Top of Given records

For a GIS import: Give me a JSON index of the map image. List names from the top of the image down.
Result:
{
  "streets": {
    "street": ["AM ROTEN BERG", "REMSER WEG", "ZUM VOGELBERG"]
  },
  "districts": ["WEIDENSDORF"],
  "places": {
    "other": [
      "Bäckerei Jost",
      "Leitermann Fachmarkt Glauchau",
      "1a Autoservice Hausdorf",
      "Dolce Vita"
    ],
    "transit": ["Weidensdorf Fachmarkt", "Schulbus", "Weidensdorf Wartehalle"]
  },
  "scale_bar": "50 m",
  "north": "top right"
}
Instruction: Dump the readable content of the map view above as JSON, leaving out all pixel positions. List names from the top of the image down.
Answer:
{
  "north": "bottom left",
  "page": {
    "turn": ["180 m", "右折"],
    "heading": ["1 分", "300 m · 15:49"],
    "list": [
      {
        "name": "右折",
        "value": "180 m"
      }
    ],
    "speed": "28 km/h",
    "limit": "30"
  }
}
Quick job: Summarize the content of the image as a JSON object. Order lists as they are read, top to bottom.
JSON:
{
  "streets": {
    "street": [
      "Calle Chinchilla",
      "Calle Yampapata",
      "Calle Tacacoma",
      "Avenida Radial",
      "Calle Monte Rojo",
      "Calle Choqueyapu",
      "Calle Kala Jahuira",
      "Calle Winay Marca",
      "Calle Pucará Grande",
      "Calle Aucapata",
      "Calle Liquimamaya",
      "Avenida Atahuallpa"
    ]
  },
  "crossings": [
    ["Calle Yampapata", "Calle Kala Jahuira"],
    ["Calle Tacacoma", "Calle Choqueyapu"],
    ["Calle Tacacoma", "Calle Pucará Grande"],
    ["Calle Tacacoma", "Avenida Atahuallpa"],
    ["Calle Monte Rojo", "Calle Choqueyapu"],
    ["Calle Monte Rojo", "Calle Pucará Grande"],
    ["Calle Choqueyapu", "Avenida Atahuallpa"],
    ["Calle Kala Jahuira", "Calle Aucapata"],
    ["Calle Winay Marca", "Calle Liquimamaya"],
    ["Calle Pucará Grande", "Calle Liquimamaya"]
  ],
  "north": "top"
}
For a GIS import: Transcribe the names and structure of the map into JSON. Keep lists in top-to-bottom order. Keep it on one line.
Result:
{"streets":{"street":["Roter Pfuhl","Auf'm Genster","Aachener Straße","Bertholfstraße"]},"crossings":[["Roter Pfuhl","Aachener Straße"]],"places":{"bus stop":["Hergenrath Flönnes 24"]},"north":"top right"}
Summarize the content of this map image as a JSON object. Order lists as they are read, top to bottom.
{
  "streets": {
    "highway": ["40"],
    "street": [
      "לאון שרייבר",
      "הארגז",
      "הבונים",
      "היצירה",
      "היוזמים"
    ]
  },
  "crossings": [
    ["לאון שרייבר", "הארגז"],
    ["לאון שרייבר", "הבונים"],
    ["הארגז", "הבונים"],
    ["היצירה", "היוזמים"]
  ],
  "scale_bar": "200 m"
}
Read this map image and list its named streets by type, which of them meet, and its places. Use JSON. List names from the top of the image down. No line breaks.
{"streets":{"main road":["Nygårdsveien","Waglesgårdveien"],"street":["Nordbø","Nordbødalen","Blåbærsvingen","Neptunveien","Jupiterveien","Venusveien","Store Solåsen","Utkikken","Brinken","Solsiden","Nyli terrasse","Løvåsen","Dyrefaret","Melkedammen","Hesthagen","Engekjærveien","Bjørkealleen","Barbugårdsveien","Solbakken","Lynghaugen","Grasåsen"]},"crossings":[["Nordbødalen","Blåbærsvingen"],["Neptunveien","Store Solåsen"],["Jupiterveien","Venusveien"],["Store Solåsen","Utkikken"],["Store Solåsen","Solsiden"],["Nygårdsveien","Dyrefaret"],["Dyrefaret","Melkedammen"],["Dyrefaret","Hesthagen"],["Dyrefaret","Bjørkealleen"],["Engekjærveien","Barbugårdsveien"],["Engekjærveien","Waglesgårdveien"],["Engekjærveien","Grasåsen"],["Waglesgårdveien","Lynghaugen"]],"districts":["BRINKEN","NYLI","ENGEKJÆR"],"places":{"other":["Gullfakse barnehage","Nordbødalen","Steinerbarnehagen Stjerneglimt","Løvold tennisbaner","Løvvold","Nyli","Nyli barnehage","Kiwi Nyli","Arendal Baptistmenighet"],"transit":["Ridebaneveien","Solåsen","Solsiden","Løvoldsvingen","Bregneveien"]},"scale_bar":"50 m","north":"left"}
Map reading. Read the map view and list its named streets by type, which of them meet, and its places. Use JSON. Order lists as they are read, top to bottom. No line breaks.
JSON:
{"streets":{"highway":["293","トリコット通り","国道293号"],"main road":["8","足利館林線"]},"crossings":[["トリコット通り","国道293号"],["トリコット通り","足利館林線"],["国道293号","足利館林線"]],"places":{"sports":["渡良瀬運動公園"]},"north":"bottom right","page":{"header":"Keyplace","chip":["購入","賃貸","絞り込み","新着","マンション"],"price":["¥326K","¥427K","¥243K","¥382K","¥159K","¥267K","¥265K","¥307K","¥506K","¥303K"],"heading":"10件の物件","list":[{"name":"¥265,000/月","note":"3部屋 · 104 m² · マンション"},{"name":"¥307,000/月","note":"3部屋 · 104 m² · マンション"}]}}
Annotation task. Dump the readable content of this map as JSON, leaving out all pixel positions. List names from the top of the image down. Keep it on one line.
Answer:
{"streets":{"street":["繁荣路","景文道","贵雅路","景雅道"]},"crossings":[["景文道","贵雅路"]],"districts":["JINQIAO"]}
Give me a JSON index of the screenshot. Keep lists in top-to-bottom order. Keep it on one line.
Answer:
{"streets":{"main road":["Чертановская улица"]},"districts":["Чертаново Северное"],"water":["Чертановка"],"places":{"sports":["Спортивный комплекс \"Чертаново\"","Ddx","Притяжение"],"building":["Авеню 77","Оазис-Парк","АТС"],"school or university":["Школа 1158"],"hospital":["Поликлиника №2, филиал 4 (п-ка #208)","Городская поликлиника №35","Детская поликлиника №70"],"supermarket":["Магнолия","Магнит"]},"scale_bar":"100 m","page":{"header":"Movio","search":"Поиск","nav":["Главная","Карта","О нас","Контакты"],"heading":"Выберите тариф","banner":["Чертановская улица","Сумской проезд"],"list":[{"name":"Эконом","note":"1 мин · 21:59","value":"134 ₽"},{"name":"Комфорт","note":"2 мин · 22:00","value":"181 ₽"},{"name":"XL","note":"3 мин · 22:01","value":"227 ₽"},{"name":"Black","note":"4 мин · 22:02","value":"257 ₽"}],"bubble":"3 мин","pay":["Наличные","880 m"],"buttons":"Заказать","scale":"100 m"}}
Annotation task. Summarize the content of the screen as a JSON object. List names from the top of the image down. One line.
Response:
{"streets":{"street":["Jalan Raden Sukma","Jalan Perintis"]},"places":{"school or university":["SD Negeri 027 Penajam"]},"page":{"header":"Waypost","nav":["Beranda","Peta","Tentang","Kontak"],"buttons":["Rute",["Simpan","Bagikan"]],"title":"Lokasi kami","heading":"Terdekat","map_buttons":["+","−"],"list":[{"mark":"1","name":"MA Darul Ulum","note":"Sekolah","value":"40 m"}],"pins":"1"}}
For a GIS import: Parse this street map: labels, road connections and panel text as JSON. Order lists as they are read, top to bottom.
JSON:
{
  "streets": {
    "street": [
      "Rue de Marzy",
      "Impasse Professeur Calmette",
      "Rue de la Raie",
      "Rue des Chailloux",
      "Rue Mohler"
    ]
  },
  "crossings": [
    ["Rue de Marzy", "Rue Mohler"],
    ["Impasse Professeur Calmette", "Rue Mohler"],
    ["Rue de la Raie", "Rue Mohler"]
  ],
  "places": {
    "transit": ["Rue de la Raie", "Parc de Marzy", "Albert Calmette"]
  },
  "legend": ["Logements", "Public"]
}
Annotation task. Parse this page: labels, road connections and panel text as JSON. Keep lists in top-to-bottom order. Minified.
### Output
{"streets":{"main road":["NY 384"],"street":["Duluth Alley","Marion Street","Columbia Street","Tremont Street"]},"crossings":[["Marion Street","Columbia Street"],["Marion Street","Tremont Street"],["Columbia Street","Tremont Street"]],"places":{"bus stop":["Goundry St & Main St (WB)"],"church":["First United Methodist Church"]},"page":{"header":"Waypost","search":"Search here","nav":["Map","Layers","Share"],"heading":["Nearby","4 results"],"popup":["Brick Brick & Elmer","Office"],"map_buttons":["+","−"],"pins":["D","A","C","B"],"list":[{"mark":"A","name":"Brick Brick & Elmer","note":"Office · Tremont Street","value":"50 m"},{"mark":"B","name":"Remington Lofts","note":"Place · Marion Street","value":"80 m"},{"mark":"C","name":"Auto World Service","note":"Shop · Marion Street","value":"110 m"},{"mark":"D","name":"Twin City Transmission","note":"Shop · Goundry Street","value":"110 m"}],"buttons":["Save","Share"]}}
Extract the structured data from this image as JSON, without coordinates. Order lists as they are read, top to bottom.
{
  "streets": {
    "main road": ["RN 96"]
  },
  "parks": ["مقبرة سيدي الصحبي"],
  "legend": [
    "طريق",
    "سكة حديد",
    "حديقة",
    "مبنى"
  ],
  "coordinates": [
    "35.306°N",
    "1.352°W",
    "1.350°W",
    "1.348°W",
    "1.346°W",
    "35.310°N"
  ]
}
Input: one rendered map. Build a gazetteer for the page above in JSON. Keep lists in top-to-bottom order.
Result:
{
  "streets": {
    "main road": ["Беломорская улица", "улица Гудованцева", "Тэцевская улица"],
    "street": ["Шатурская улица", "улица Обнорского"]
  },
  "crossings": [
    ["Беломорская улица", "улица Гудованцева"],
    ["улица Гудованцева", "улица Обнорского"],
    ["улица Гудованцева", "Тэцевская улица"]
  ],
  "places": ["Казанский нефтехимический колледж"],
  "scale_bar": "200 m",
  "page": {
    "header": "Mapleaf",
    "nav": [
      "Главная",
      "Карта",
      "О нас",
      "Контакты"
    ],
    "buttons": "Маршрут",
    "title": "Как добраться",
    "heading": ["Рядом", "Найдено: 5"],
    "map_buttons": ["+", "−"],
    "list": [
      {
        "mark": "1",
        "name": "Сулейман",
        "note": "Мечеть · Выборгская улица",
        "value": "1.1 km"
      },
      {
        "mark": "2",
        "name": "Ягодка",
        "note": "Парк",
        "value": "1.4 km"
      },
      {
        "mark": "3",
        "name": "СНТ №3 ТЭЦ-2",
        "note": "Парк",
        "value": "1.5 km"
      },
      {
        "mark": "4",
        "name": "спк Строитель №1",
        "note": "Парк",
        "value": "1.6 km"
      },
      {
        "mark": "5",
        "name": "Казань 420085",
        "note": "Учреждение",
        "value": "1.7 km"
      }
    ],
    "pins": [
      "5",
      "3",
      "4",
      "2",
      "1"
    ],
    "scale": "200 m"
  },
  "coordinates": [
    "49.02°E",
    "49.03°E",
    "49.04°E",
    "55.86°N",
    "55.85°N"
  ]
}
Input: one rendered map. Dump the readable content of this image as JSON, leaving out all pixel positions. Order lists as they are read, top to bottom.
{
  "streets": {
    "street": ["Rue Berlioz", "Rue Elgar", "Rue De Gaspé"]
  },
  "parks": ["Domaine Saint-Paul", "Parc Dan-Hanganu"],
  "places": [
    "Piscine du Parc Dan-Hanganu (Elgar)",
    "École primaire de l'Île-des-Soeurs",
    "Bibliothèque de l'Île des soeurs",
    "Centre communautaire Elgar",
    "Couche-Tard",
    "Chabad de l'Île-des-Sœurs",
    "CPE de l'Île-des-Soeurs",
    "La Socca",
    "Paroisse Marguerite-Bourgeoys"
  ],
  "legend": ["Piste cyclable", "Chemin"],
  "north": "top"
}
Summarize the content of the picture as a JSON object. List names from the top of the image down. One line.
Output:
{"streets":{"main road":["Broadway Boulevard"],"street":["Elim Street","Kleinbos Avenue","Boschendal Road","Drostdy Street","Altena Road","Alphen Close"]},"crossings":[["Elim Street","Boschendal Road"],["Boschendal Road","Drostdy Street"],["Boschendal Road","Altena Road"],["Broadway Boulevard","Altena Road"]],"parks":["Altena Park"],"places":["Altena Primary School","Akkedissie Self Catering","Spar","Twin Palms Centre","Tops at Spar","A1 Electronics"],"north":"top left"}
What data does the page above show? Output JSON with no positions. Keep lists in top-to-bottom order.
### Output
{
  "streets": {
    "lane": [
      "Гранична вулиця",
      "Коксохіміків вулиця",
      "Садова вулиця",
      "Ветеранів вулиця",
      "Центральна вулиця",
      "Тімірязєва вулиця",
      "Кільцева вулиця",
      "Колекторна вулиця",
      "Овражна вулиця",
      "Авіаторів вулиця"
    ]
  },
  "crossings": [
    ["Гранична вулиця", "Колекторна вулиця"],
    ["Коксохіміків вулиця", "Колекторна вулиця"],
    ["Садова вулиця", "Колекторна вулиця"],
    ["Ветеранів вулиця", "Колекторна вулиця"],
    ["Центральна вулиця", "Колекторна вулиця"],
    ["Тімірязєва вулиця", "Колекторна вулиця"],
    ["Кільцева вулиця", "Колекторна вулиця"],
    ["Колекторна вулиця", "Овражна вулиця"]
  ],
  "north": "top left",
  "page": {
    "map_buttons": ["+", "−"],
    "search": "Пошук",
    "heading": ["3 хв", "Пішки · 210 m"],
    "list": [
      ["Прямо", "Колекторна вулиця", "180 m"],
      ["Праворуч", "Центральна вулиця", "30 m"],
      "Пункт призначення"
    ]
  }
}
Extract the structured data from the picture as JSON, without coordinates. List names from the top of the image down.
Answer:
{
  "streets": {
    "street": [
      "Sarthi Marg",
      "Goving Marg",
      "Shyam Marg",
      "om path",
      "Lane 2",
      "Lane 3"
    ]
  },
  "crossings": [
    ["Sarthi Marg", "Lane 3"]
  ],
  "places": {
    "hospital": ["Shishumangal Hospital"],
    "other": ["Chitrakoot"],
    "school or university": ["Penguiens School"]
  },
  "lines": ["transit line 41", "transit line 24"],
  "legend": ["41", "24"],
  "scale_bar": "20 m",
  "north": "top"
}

Bottom of Given records

Your objective:
Quote the records above from their first line through the line containing "Instruction: Dump the", both ends included.

Response below:
For a GIS import: Give me a JSON index of the map image. List names from the top of the image down.
Result:
{
  "streets": {
    "street": ["AM ROTEN BERG", "REMSER WEG", "ZUM VOGELBERG"]
  },
  "districts": ["WEIDENSDORF"],
  "places": {
    "other": [
      "Bäckerei Jost",
      "Leitermann Fachmarkt Glauchau",
      "1a Autoservice Hausdorf",
      "Dolce Vita"
    ],
    "transit": ["Weidensdorf Fachmarkt", "Schulbus", "Weidensdorf Wartehalle"]
  },
  "scale_bar": "50 m",
  "north": "top right"
}
Instruction: Dump the readable content of the map view above as JSON, leaving out all pixel positions. List names from the top of the image down.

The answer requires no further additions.